Unable to work or send her children to school, Tahira, who worked as an English teacher in Quetta, uses her teaching skills to help other refugee women and children in the town learn English.
“At the moment we depend on my mother and sister sending us money from Pakistan… I just wish the kids could continue their education and I could use my skills to earn a living.”
Saad, 28, Darfur, Sudan
Saad, a computer engineering student, left Sudan after being arrested by the security forces for participating in an anti-government protest on his university campus in the restive Darfur region.
He has been in Indonesia for two years and is still awaiting a decision on his refugee application. “It’s taking a very long time to get out of here; I don’t understand why people won’t accept me. Am I not human too?” he asks. “I am ready go to any country, any safe place where I can work.”
With his father now dead, Saad worries about his mother left alone with his brother and sister in Darfur and his future prospects. “All I can do is hang around, sleep, eat; I feel dead inside. My life is being wasted here.”
Ali Khumal, 38, Wardak province, Afghanistan
As ethnic Hazaras, Khumal and his family became a target of Taliban harassment and violence after he took a job driving oil tankers for the International Security Assistance Force (ISAF), a NATO-led security mission in Hairatan, a border town with Uzbekistan and a major foreign military transport hub.
Local Taliban viewed Khumal’s work with the ISAF as treachery and one night abducted him from his home, slashing his leg with a knife as he struggled to defend himself. Khumal managed to escape his captors during the night.

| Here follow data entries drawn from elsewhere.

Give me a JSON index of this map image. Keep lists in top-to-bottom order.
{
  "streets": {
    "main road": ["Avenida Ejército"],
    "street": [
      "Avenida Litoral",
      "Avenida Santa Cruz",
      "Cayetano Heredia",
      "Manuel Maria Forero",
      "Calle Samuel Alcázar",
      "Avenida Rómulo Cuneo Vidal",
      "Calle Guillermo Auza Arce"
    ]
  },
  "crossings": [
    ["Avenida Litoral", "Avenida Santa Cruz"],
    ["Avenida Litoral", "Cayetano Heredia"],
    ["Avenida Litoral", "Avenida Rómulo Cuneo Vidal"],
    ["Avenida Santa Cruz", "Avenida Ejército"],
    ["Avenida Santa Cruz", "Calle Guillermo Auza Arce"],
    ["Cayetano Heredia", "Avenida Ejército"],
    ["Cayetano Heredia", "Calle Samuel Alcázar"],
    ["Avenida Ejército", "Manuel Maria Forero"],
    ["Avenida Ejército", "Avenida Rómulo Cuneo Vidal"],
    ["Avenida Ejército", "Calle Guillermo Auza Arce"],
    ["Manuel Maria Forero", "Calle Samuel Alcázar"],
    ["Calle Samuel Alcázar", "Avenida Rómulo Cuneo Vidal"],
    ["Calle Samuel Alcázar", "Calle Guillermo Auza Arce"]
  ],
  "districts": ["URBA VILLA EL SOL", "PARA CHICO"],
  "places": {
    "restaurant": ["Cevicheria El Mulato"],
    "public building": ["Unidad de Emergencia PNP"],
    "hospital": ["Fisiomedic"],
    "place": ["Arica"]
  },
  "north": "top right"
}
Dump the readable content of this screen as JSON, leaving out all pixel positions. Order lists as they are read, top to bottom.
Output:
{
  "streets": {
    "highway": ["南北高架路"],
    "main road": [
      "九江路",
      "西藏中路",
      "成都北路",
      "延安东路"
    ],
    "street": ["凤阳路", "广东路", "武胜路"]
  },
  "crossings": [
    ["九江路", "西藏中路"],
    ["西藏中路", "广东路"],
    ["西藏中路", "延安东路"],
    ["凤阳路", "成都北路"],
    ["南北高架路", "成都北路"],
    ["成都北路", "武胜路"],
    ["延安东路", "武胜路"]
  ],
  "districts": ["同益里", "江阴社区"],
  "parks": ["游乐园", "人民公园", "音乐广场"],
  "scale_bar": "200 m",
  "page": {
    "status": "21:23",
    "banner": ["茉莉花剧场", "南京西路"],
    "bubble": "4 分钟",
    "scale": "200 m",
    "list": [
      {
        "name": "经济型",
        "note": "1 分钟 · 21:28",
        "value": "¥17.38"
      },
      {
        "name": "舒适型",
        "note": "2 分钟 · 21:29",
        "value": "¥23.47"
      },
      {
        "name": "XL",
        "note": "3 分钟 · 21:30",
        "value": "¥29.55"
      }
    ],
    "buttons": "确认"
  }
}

“I limped home, my leg in a tourniquet. I told my family to pack up and we fled to Kabul by bus. I knew those Taliban men would come after all of us. They hate Hazara. I used all my savings from the ISAF job to pay someone who said they [would] smuggle us into Indonesia.
“The children were very scared when we came on the boat. I thought it was going to capsize, and none of us can swim. But I couldn’t see any other choice,” says Khumal.
Now far from home, the family stare blankly at the grimy walls and musty carpet of their rented room. “Our village in Afghanistan was beautiful, surrounded by mountains,” recalls Mehdia, Khumal’s nine-year old daughter. “We even had our own cow for milk. I liked school, especially maths and Dari language. I want to work as a doctor, but the Taliban says girls are not allowed to go to school.”
“We have registered with the UN, but we have no money and my wife is pregnant,” says Khumal. “I don’t know if there are any camps or where they are. I think our best choice will be to turn ourselves in and go to a detention centre. It can’t be worse than the life we have now.”